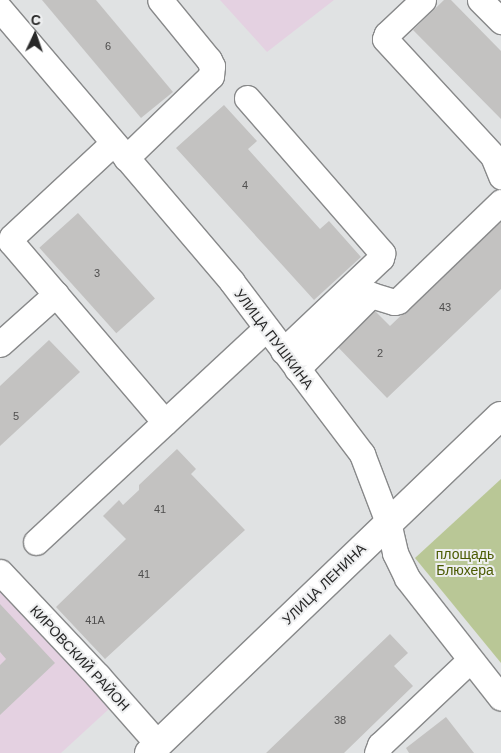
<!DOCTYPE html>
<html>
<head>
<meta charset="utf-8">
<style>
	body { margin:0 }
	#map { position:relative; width:501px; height:753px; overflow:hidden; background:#e0e2e3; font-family:Arial,sans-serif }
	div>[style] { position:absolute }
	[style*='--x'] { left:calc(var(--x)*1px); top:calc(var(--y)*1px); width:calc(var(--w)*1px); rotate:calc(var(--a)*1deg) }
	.education>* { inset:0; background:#e4d1e1 }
	.green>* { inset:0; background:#b9c796 }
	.building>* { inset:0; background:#c3c2c1; transform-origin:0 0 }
	.roads { filter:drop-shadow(1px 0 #88898a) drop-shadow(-1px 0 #88898a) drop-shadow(0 1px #88898a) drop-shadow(0 -1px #88898a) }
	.minor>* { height:25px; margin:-12.5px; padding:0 12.5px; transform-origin:12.5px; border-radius:12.5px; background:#fff }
	.major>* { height:28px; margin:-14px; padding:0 14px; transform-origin:14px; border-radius:14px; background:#fff }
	span { translate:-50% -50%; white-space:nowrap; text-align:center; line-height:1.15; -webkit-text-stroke:4px #eeeff0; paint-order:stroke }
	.number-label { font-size:11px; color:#4f4e4e }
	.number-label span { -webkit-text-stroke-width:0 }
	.street-label { font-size:14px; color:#282828 }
	.park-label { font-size:14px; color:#4b5b03 }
	.north { position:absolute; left:10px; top:10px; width:50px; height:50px; -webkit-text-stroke:4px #eeeff0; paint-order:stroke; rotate:3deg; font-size:14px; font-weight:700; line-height:20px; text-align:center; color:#282828 }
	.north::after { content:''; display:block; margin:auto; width:18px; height:22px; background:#282828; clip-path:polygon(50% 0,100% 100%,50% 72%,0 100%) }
</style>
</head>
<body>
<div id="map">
	<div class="education">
		<i style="clip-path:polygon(220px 0,334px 0,267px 52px)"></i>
		<i style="clip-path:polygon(0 588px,110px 708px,61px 753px,0 753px)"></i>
	</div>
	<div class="green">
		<i style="clip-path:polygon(501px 479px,501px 663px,415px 558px)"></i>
	</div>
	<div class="building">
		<i style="clip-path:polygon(42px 0,96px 0,173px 92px,141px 118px)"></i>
		<i style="clip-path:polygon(444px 0,451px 0,501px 51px,501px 119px,413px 30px)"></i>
		<i style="clip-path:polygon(224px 105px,257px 141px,248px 149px,320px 229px,329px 221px,361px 257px,314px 300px,176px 148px)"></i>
		<i style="left:78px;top:213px;width:115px;height:52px;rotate:48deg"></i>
		<i style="clip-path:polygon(501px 220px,501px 289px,387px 398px,335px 344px,372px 308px,390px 326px)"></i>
		<i style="clip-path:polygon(49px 340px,80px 372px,0 446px,0 386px)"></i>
		<i style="clip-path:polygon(177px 449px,196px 469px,191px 474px,245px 530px,105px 659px,56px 607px,126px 539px,103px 516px,119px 500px,123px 505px,139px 490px,139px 485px)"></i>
		<i style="clip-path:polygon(0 604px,55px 663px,0 715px,0 665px,6px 659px,0 652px)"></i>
		<i style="clip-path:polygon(390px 634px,408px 653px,394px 666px,413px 686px,344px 753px,266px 753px)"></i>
		<i style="clip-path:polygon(446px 717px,474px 753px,409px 753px,406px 748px)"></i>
	</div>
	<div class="roads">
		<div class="minor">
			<i style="--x:423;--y:0;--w:50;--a:136.6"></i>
			<i style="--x:387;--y:34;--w:5;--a:112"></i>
			<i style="--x:385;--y:39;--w:159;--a:47.3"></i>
			<i style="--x:493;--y:156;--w:22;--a:68"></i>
			<i style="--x:480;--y:0;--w:30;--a:45"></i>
			<i style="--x:0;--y:9;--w:358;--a:49.6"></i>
			<i style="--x:232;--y:282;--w:216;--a:52.9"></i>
			<i style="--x:362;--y:454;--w:73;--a:69.1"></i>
			<i style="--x:388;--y:522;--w:32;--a:77"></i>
			<i style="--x:395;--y:553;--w:28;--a:64"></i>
			<i style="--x:407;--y:578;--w:152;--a:51.9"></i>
			<i style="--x:247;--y:98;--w:206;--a:48.9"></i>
			<i style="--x:382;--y:253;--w:5;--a:101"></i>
			<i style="--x:381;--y:258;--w:135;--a:136.5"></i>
			<i style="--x:113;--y:143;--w:138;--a:137.1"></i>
			<i style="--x:12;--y:237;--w:5;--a:101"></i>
			<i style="--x:11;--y:242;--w:237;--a:49.5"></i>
			<i style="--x:126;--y:158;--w:118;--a:-44"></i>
			<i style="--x:211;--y:76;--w:10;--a:-84"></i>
			<i style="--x:212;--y:66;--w:7;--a:-117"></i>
			<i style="--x:209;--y:60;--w:77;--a:-129.2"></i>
			<i style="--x:0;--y:344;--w:75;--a:-41.8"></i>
			<i style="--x:297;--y:369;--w:105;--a:-45"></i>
			<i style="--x:371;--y:295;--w:24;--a:17"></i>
			<i style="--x:394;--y:302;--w:4;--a:-14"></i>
			<i style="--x:398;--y:301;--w:143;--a:-43.9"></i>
			<i style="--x:36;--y:542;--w:314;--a:-42.9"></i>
			<i style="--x:0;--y:572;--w:143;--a:46.7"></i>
			<i style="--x:98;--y:676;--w:91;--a:48.6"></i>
			<i style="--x:377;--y:753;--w:9;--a:-69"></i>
			<i style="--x:380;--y:745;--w:124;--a:-43.4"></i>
		</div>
		<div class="major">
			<i style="--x:149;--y:753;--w:487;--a:-43.8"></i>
		</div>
	</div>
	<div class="number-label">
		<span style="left:108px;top:46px">6</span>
		<span style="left:245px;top:185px">4</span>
		<span style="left:97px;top:273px">3</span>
		<span style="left:445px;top:307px">43</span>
		<span style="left:380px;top:353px">2</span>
		<span style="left:16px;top:416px">5</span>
		<span style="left:160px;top:509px">41</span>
		<span style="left:144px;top:574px">41</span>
		<span style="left:95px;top:620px">41А</span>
		<span style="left:340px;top:720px">38</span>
	</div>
	<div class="street-label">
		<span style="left:274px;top:339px;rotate:53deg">УЛИЦА ПУШКИНА</span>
		<span style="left:324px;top:584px;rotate:-44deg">УЛИЦА ЛЕНИНА</span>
		<span style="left:80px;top:658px;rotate:47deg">КИРОВСКИЙ РАЙОН</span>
	</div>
	<div class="park-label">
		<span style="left:465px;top:562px">площадь<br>Блюхера</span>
	</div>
	<div class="north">С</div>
</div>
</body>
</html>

● ● ● ●

• Requirement: Write out exactly the lines of the material above, starting with the first and finishing with the line that contains "filter:drop-shadow(1px 0 #88898a)", without pictures.

• Answer area:
<!DOCTYPE html>
<html>
<head>
<meta charset="utf-8">
<style>
	body { margin:0 }
	#map { position:relative; width:501px; height:753px; overflow:hidden; background:#e0e2e3; font-family:Arial,sans-serif }
	div>[style] { position:absolute }
	[style*='--x'] { left:calc(var(--x)*1px); top:calc(var(--y)*1px); width:calc(var(--w)*1px); rotate:calc(var(--a)*1deg) }
	.education>* { inset:0; background:#e4d1e1 }
	.green>* { inset:0; background:#b9c796 }
	.building>* { inset:0; background:#c3c2c1; transform-origin:0 0 }
	.roads { filter:drop-shadow(1px 0 #88898a) drop-shadow(-1px 0 #88898a) drop-shadow(0 1px #88898a) drop-shadow(0 -1px #88898a) }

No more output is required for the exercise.